╭─ Data for this exercise

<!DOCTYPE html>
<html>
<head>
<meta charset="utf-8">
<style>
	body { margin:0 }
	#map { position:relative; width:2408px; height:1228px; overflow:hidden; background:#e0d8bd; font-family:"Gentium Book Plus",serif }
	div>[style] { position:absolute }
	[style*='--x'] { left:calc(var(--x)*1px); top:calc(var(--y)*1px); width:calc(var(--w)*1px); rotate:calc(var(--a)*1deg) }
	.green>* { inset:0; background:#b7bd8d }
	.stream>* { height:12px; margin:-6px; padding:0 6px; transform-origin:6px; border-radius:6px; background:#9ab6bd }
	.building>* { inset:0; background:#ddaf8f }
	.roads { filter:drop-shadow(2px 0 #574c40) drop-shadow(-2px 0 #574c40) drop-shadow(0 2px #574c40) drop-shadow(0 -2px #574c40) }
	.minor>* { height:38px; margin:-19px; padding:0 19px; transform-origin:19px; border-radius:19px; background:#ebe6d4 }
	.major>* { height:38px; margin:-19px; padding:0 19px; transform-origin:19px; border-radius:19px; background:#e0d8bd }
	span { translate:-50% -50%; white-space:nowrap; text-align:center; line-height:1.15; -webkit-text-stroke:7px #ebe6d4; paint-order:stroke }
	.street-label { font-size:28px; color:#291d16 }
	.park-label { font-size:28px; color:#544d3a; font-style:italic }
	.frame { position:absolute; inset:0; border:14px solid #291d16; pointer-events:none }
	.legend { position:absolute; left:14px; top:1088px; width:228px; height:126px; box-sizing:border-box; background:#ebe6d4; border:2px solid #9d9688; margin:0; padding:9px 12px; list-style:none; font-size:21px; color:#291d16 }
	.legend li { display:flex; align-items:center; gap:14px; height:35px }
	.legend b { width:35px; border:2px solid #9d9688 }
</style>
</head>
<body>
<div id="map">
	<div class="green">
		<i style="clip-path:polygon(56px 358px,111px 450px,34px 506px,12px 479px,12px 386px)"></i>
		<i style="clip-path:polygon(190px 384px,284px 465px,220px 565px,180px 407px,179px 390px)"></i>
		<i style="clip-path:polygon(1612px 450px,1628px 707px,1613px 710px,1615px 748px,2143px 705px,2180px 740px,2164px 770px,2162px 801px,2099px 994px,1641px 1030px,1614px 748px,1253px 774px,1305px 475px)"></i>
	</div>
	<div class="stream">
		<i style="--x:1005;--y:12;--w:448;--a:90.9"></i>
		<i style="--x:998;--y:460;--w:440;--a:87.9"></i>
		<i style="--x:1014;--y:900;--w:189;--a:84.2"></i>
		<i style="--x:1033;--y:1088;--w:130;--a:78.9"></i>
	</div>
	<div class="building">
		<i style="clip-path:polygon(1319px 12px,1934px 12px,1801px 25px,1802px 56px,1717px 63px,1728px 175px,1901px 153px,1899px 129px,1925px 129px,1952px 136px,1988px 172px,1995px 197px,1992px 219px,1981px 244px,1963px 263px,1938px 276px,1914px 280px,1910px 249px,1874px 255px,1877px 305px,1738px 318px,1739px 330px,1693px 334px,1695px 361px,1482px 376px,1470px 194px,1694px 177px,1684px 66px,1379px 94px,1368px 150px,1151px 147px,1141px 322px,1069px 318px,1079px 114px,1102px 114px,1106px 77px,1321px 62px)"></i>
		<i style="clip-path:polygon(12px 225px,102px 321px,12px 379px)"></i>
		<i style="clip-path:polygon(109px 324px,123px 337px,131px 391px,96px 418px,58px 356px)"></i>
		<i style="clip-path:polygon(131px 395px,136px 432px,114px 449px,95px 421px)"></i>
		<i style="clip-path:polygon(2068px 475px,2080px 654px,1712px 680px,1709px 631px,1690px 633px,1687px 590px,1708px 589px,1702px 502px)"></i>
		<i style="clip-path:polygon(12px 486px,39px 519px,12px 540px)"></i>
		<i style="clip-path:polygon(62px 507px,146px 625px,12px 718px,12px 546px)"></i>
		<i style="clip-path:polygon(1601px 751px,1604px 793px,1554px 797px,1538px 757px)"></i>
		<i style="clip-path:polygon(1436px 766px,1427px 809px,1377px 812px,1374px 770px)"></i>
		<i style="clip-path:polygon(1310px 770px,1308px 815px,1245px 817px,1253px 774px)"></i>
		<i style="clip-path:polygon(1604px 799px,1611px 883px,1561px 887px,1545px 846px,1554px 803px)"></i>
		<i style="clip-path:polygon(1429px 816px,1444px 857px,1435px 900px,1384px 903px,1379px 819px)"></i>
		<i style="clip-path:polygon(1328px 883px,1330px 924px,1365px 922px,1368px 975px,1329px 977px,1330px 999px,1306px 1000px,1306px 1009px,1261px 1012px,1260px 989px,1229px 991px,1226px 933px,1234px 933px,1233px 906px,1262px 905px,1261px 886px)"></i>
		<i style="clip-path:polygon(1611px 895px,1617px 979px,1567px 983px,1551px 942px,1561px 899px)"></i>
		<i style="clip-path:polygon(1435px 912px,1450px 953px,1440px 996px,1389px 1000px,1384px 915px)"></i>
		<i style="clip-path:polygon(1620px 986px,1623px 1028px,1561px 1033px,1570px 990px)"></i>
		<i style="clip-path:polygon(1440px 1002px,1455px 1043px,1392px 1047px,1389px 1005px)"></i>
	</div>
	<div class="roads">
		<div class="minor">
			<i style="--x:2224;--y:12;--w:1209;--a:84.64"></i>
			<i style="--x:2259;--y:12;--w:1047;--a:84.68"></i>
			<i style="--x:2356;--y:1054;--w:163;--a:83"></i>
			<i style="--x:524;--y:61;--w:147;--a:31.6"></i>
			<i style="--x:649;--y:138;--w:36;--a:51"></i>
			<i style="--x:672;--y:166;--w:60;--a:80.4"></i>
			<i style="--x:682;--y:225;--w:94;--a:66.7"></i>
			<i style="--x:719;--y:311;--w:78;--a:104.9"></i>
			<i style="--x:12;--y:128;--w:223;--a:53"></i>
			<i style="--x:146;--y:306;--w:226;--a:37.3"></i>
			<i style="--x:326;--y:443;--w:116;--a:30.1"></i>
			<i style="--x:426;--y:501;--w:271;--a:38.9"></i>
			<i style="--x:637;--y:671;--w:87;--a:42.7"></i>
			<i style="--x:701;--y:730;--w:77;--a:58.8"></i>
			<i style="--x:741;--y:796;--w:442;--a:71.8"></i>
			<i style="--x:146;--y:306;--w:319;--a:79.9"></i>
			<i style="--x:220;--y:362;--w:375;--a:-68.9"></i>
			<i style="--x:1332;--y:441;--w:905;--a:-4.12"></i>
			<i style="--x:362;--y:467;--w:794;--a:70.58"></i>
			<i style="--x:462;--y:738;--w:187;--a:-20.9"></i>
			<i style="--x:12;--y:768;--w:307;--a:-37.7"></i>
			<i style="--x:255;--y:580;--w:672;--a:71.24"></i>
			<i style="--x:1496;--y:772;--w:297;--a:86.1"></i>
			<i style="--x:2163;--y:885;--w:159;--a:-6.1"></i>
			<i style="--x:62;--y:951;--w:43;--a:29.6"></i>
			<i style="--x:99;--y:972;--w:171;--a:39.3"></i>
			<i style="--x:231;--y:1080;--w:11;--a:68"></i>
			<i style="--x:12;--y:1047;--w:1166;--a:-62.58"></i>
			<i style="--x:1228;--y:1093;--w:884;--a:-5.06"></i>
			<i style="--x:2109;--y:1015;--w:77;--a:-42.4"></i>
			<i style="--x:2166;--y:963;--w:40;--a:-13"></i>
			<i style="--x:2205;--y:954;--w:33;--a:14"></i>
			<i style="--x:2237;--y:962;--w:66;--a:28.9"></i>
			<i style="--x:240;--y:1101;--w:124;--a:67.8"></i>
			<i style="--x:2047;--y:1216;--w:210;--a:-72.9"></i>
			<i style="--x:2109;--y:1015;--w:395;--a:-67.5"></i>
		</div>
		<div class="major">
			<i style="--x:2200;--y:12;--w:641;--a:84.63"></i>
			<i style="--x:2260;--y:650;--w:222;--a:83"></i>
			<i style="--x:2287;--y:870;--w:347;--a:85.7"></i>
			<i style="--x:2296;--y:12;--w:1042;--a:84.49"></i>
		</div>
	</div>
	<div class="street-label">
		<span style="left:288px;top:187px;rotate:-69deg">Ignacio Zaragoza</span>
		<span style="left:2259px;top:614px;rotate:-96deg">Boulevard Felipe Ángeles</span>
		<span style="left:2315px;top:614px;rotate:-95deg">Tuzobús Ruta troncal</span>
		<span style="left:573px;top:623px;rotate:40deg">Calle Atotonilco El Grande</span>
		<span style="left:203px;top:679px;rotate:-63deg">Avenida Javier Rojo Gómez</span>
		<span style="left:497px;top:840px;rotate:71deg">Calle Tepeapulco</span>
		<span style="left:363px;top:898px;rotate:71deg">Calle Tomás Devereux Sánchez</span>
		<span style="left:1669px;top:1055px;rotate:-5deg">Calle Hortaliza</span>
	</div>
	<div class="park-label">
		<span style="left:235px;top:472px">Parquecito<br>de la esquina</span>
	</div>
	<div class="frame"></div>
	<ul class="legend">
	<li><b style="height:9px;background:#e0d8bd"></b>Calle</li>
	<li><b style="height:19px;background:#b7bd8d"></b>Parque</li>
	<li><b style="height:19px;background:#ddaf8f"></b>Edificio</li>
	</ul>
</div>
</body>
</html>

╰─

Output, exactly and in full, the lines from the start of the entries above through the line that contains "translate:-50% -50%; white-space:nowrap;".

<!DOCTYPE html>
<html>
<head>
<meta charset="utf-8">
<style>
	body { margin:0 }
	#map { position:relative; width:2408px; height:1228px; overflow:hidden; background:#e0d8bd; font-family:"Gentium Book Plus",serif }
	div>[style] { position:absolute }
	[style*='--x'] { left:calc(var(--x)*1px); top:calc(var(--y)*1px); width:calc(var(--w)*1px); rotate:calc(var(--a)*1deg) }
	.green>* { inset:0; background:#b7bd8d }
	.stream>* { height:12px; margin:-6px; padding:0 6px; transform-origin:6px; border-radius:6px; background:#9ab6bd }
	.building>* { inset:0; background:#ddaf8f }
	.roads { filter:drop-shadow(2px 0 #574c40) drop-shadow(-2px 0 #574c40) drop-shadow(0 2px #574c40) drop-shadow(0 -2px #574c40) }
	.minor>* { height:38px; margin:-19px; padding:0 19px; transform-origin:19px; border-radius:19px; background:#ebe6d4 }
	.major>* { height:38px; margin:-19px; padding:0 19px; transform-origin:19px; border-radius:19px; background:#e0d8bd }
	span { translate:-50% -50%; white-space:nowrap; text-align:center; line-height:1.15; -webkit-text-stroke:7px #ebe6d4; paint-order:stroke }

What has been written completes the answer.